I was half afraid to look out the windows, afraid of what I might see. To save the rest of the family members I went to the window, and wow! What a sight to see. It looked as though the whole orange orchard behind the house was on fire. Then, I caught a glimpse of somebody running through the orchard lighting smudge pots.
It looked like a winter wonderland and the fires of Gehenna all wrapped in one. The frost glistened as the fire light from the burning smudge pots flickered out into the night sky and through my bedroom window.
We just arrived to the area in 1946 and had never seen or heard about smudge pots before and couldn't understand what was actually going on.
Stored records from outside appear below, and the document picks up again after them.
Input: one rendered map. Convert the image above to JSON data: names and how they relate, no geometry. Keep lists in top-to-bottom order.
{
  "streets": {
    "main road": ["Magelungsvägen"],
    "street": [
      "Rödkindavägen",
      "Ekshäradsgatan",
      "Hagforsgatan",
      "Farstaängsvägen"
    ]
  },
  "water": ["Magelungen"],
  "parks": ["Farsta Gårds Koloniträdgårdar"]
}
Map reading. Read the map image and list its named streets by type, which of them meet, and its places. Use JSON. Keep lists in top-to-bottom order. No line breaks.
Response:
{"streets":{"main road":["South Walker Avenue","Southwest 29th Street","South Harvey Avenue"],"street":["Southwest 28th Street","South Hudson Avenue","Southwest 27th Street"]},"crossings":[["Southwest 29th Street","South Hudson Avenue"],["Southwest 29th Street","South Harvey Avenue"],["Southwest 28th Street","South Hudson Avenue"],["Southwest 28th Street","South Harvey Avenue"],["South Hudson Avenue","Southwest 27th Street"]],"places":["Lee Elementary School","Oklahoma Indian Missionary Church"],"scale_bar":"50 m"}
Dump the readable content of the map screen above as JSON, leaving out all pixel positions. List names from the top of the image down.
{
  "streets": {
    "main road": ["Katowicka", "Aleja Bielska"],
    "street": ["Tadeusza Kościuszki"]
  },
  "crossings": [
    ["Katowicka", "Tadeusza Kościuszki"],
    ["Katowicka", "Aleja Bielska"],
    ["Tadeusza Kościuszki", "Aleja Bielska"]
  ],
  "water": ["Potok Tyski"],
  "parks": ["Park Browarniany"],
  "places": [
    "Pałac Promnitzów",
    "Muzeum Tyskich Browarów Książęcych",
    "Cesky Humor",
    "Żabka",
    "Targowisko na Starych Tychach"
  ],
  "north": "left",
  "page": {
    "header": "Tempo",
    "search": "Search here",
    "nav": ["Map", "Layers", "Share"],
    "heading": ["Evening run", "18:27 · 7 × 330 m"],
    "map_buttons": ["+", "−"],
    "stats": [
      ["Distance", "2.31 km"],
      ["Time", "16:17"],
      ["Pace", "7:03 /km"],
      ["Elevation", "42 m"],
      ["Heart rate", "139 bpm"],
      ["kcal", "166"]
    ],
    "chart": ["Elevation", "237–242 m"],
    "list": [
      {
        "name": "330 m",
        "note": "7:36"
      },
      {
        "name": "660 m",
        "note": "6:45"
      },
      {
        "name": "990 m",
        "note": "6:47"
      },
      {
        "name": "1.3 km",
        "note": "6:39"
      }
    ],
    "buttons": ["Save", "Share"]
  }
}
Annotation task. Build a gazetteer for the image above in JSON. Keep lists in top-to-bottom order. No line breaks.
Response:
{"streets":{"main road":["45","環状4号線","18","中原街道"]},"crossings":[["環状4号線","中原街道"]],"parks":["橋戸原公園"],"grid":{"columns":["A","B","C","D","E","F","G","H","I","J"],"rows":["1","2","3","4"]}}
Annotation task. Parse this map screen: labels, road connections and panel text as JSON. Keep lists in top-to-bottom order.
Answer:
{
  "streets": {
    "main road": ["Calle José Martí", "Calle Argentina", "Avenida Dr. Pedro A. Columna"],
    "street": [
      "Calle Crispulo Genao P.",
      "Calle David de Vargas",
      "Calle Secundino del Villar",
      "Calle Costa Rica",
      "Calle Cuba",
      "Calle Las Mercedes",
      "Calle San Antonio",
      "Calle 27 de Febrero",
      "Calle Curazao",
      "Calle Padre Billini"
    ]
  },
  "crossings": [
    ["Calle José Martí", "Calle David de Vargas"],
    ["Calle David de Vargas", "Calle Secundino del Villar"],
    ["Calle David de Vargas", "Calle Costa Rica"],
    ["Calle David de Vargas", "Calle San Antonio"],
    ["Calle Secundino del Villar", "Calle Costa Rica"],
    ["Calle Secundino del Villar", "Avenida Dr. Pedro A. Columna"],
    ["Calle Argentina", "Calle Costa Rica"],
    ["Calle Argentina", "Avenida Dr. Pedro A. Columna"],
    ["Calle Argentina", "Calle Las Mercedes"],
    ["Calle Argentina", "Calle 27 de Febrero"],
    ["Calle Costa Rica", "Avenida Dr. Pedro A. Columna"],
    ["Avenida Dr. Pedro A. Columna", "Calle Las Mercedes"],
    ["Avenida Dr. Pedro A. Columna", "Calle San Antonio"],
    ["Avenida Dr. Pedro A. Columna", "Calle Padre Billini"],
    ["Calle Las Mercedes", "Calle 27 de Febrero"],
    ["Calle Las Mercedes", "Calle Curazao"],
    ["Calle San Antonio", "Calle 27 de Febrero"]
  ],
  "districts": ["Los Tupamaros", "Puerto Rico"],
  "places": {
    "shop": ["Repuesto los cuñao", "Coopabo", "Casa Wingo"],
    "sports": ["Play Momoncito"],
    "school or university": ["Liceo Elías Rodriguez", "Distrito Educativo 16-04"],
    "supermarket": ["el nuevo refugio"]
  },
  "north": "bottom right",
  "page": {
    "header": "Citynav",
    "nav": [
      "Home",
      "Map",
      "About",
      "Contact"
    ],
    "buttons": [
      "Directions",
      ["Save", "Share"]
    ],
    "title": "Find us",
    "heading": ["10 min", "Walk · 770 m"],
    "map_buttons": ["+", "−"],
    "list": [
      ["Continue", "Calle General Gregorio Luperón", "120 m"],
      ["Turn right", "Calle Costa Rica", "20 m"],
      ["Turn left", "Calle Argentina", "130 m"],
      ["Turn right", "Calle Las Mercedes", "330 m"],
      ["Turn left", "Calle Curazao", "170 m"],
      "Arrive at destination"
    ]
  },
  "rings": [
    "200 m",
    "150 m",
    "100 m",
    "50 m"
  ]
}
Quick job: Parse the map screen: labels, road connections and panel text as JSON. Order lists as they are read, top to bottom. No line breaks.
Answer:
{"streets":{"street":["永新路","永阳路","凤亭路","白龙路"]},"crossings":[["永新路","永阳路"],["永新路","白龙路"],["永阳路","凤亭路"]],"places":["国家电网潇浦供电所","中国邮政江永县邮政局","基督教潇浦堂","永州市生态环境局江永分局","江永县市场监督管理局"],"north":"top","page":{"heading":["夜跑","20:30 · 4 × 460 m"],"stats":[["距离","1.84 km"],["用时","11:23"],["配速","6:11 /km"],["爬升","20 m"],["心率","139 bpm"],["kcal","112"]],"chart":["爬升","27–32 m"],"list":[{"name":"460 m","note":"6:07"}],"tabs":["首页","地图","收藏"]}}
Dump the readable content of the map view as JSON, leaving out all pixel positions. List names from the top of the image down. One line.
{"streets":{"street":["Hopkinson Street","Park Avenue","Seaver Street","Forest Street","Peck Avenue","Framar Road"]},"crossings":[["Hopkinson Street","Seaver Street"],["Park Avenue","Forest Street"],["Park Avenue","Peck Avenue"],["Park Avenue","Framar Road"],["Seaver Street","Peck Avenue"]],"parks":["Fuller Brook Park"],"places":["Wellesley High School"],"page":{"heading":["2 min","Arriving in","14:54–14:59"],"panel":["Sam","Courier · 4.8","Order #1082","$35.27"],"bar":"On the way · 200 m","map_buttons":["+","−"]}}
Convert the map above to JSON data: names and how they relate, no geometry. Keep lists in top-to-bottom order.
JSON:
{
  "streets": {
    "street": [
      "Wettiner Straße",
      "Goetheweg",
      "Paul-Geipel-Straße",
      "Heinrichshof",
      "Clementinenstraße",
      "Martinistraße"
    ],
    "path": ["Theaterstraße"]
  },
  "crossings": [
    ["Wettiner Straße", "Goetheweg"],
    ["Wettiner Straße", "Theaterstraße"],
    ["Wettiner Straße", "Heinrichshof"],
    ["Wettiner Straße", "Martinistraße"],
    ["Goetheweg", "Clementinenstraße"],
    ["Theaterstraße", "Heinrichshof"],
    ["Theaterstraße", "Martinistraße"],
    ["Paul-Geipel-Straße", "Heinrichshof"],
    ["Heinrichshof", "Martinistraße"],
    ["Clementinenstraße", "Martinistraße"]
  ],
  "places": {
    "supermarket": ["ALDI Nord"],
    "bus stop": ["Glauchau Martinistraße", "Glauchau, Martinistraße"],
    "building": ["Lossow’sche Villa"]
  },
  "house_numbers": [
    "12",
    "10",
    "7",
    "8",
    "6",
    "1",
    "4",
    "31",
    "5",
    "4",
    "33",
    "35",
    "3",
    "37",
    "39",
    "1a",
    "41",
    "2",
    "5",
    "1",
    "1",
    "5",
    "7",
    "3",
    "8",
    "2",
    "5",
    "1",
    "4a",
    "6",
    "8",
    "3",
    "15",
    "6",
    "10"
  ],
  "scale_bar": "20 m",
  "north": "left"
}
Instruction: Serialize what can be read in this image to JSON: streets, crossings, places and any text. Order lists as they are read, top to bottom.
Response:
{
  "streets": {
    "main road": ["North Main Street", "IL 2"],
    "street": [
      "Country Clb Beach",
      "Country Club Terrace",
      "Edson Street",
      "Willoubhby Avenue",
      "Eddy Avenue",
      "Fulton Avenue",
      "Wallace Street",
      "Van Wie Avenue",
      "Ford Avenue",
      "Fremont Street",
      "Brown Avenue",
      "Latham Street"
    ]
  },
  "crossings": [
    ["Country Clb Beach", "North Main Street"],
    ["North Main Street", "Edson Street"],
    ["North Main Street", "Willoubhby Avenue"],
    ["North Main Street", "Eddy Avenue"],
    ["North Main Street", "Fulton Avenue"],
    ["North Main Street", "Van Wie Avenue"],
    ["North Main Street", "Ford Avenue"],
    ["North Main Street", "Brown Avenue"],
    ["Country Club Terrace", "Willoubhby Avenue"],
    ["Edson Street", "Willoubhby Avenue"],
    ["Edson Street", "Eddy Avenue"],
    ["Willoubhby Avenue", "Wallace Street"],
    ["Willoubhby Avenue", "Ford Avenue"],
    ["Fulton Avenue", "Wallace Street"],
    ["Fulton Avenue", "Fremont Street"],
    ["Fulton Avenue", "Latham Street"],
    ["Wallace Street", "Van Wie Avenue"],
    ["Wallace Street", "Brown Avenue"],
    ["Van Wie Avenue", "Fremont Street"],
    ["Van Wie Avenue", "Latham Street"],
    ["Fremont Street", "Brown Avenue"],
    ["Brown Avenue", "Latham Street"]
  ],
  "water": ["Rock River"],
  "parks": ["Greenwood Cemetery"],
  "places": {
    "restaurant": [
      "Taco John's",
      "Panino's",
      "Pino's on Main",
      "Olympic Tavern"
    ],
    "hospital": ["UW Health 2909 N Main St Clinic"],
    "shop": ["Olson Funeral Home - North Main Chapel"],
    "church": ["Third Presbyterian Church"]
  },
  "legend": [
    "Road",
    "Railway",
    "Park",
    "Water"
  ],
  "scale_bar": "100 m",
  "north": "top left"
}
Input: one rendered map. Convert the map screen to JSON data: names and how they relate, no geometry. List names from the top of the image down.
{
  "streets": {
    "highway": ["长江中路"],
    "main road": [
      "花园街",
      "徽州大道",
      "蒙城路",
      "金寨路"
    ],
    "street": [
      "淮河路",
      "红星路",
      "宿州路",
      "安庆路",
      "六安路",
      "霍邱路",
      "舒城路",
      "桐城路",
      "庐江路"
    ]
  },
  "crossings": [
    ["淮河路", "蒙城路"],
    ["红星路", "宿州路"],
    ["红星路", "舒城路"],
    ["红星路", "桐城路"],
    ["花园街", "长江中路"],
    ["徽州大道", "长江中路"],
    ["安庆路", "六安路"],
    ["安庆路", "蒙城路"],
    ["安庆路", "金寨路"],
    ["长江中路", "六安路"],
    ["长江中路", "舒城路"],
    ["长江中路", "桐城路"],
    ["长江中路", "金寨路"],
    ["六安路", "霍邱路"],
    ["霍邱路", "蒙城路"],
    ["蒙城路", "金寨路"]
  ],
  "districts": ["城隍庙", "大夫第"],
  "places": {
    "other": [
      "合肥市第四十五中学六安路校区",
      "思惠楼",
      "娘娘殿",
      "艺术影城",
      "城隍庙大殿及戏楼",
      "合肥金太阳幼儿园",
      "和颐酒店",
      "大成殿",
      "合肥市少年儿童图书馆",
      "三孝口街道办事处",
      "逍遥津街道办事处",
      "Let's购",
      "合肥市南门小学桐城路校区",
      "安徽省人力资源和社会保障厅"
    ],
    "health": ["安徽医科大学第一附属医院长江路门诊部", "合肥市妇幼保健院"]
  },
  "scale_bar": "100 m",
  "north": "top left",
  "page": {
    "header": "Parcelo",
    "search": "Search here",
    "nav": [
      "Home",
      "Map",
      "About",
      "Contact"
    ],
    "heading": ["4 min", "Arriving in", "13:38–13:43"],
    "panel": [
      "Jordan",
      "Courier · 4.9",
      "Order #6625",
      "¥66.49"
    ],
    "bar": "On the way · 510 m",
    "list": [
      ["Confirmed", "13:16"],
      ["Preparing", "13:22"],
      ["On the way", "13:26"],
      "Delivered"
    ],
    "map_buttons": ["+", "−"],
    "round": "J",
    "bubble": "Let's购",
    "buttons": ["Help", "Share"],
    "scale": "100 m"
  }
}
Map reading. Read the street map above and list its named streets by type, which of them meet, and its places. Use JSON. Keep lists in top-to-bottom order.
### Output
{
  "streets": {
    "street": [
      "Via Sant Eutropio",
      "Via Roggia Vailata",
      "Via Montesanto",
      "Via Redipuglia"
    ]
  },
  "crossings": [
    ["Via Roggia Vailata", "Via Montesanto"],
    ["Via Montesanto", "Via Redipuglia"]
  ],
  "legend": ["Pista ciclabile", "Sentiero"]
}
I had a great sigh of relief to know that the house was not on fire -- I would find out later what that was all about.
At Daybreak, it was bitter cold outside and the air was so thick with soot you could almost cut it with a knife. I hopped on my horse and rode out to hunt rabbits, that I would sell to the local Indians for 25¢ apiece, when I ran across Albert who was an Indian known to be from the Barona Indian tribe but he worked and lived at the orange orchard next to our home in Bostonia. He and his family lived in a small yellow cabin on a narrow dirt path, the location now being at Dawnridge and Cresthill Road just South of Pepper Drive.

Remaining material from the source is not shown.